Provided data:
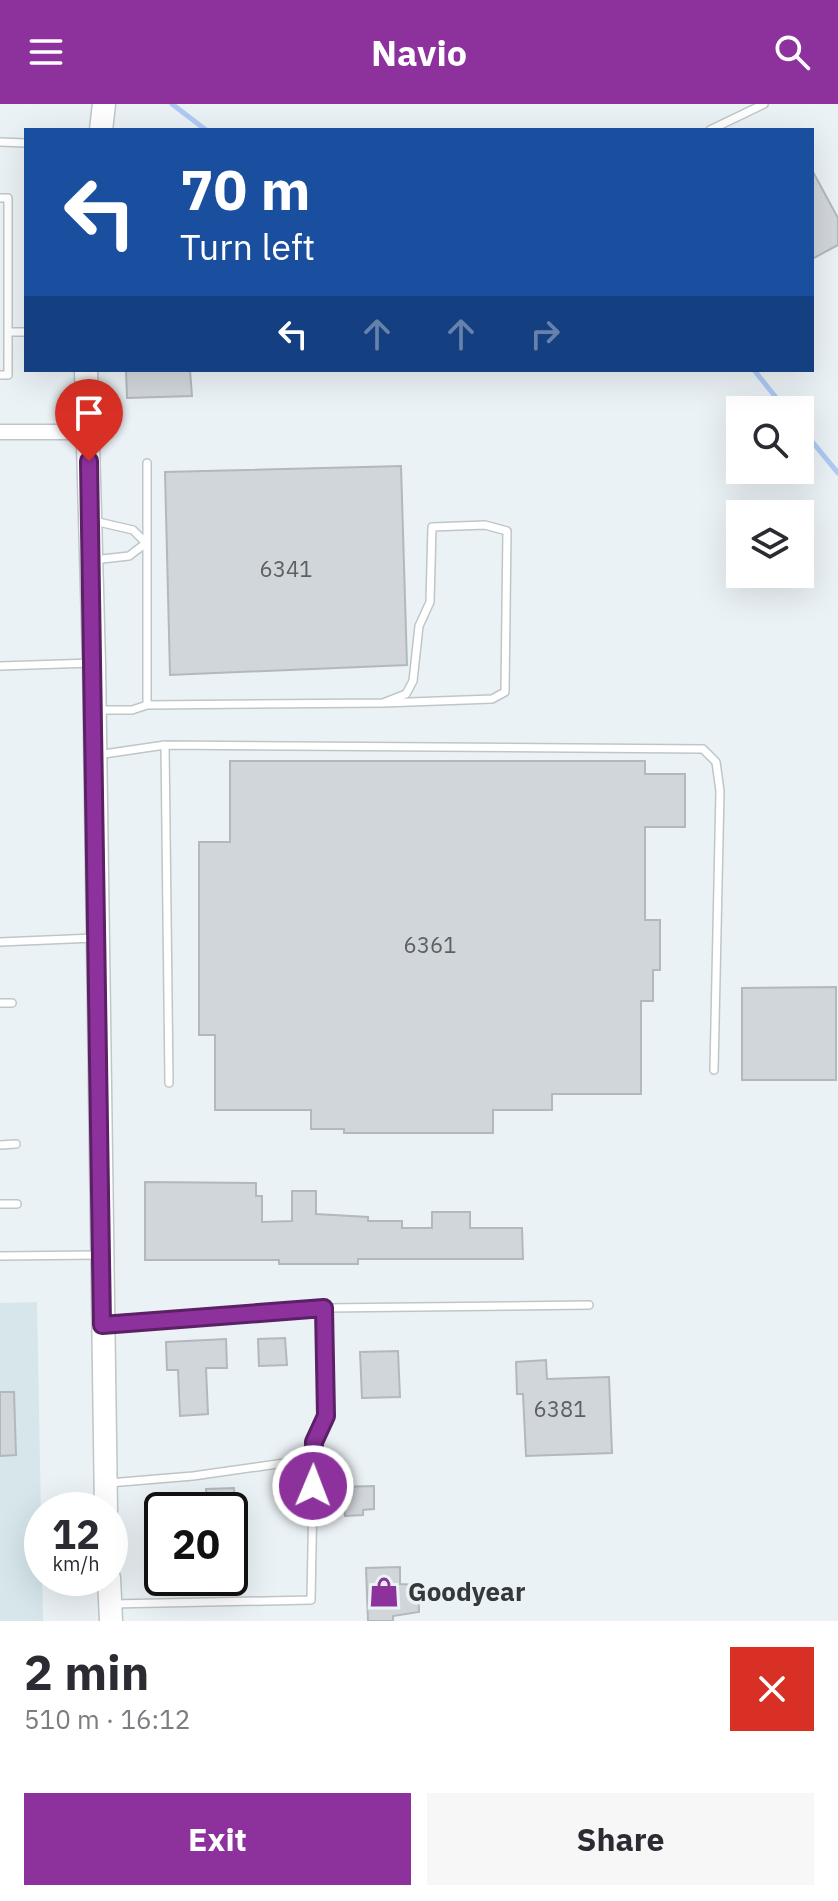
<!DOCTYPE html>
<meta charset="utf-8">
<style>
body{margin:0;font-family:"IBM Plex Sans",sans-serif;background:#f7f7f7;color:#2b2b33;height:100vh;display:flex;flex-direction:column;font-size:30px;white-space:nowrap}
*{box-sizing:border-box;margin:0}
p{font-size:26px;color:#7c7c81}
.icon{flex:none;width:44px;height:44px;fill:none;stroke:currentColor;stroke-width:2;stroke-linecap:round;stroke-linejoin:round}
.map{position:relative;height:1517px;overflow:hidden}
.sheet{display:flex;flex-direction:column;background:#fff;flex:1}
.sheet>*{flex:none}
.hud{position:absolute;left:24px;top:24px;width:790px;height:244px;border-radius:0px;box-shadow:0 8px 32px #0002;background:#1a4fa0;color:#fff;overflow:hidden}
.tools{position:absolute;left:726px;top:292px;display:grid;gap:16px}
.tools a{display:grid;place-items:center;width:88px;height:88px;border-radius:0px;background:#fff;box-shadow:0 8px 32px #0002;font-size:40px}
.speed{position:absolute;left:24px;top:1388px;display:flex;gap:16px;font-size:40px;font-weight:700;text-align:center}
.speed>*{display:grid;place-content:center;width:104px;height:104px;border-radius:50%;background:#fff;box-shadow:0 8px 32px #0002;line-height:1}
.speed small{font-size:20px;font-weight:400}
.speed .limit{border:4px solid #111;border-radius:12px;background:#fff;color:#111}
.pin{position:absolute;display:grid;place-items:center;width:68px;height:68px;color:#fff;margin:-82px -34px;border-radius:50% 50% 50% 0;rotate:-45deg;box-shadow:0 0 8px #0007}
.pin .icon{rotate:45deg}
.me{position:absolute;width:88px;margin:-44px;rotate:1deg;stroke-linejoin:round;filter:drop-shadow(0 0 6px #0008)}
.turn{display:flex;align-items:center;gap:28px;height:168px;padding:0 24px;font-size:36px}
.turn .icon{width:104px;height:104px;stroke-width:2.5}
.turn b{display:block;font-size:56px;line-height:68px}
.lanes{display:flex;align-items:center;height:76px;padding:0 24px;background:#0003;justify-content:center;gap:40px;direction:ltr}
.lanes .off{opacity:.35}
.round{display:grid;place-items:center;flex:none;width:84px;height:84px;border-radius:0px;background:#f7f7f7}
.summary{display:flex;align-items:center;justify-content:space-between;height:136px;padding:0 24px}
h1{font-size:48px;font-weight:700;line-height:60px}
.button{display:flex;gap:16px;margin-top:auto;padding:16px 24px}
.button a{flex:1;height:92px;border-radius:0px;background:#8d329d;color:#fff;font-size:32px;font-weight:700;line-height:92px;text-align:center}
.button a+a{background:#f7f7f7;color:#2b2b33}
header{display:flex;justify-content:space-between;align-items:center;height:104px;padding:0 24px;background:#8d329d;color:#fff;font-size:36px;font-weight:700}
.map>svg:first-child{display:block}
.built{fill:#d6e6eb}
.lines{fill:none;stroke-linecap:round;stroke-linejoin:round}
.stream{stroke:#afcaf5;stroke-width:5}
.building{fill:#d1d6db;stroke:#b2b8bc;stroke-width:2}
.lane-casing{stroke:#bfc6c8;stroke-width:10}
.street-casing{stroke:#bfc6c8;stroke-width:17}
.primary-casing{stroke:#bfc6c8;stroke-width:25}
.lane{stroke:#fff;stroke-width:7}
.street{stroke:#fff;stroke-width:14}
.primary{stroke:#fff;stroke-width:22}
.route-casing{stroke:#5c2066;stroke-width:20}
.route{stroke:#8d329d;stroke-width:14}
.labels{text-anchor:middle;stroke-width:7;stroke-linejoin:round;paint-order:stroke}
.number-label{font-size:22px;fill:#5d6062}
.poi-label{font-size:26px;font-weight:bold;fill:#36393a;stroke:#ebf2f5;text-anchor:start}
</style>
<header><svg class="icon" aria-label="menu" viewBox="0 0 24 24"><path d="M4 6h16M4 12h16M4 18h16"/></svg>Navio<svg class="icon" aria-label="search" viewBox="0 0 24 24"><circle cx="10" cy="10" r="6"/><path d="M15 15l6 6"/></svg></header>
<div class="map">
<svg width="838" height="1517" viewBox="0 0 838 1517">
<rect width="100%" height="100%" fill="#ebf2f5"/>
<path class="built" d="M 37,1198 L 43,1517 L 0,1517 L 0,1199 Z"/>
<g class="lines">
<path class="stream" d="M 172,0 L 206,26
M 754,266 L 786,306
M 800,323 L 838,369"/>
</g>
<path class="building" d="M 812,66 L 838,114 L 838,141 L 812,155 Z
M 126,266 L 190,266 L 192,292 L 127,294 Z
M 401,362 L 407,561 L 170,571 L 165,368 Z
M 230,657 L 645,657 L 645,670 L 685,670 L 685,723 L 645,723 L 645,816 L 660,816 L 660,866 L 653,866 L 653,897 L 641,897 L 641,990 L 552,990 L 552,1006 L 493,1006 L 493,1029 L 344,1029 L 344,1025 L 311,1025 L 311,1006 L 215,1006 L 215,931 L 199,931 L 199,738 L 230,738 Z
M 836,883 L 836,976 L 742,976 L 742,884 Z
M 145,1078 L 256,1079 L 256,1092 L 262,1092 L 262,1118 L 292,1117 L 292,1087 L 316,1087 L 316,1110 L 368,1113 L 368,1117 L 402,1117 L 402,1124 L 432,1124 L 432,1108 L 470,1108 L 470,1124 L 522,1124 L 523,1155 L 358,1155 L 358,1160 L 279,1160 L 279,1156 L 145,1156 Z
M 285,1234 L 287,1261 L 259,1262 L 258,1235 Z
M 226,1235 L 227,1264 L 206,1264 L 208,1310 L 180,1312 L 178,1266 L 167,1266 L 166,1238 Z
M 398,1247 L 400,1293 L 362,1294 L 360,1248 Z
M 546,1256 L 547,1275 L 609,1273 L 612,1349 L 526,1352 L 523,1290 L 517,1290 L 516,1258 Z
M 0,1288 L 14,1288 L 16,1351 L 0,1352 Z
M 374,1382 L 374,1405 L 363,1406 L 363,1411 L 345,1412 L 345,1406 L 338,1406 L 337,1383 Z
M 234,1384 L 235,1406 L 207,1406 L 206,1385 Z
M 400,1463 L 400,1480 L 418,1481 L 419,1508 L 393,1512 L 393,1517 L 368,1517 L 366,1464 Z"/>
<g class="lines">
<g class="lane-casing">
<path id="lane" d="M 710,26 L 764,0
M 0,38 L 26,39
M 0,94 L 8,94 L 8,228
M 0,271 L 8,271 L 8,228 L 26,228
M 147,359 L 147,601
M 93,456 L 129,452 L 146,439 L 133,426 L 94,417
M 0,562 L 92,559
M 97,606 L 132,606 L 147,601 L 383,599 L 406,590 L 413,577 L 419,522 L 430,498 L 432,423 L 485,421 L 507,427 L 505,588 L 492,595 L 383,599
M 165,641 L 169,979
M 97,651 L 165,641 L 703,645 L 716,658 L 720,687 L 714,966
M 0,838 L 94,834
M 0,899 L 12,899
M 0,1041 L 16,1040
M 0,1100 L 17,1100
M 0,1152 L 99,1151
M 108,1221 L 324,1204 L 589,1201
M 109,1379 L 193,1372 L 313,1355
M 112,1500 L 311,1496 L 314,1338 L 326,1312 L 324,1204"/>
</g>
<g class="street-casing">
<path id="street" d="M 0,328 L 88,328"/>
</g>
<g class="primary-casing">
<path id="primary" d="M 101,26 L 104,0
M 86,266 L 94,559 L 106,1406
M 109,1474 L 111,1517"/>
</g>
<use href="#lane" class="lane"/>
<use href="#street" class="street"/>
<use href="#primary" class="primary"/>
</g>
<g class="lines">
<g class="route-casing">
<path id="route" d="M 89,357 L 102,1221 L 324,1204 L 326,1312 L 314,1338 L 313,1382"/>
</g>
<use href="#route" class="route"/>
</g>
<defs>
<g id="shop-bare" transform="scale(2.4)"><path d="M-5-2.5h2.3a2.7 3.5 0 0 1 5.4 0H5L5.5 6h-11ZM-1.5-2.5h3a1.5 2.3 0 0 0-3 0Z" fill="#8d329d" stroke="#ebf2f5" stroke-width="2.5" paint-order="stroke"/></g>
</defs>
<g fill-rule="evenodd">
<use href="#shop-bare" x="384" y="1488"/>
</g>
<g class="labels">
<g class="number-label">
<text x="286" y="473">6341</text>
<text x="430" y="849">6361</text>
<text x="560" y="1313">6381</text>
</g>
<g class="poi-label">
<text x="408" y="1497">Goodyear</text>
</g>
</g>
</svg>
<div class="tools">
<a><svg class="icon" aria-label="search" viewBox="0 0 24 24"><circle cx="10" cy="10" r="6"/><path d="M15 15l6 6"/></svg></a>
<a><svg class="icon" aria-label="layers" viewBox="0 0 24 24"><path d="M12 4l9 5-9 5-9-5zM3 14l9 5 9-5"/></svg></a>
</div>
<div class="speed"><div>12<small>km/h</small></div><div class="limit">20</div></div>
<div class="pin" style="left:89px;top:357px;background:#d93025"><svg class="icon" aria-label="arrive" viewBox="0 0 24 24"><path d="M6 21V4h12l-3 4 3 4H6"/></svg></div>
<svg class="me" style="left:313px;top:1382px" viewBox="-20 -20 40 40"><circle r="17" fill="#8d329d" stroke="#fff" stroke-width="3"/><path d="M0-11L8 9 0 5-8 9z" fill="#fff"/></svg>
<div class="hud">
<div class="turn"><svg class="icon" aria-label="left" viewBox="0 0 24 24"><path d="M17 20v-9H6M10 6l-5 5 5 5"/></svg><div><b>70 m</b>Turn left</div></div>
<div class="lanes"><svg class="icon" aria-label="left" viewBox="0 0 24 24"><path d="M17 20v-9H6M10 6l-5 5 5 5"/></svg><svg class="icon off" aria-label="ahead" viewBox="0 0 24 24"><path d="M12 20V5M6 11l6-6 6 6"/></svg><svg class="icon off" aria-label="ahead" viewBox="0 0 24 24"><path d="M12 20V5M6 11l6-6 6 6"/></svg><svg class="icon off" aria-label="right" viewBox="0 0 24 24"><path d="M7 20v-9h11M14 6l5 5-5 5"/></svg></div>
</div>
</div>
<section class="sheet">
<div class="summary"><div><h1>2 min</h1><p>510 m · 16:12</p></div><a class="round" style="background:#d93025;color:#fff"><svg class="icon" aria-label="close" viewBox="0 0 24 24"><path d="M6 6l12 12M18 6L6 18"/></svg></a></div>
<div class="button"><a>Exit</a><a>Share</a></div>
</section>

Exercise requirements: Filter the material above down to the lines that hold the word "linecap".

Exercise solution:
.icon{flex:none;width:44px;height:44px;fill:none;stroke:currentColor;stroke-width:2;stroke-linecap:round;stroke-linejoin:round}
.lines{fill:none;stroke-linecap:round;stroke-linejoin:round}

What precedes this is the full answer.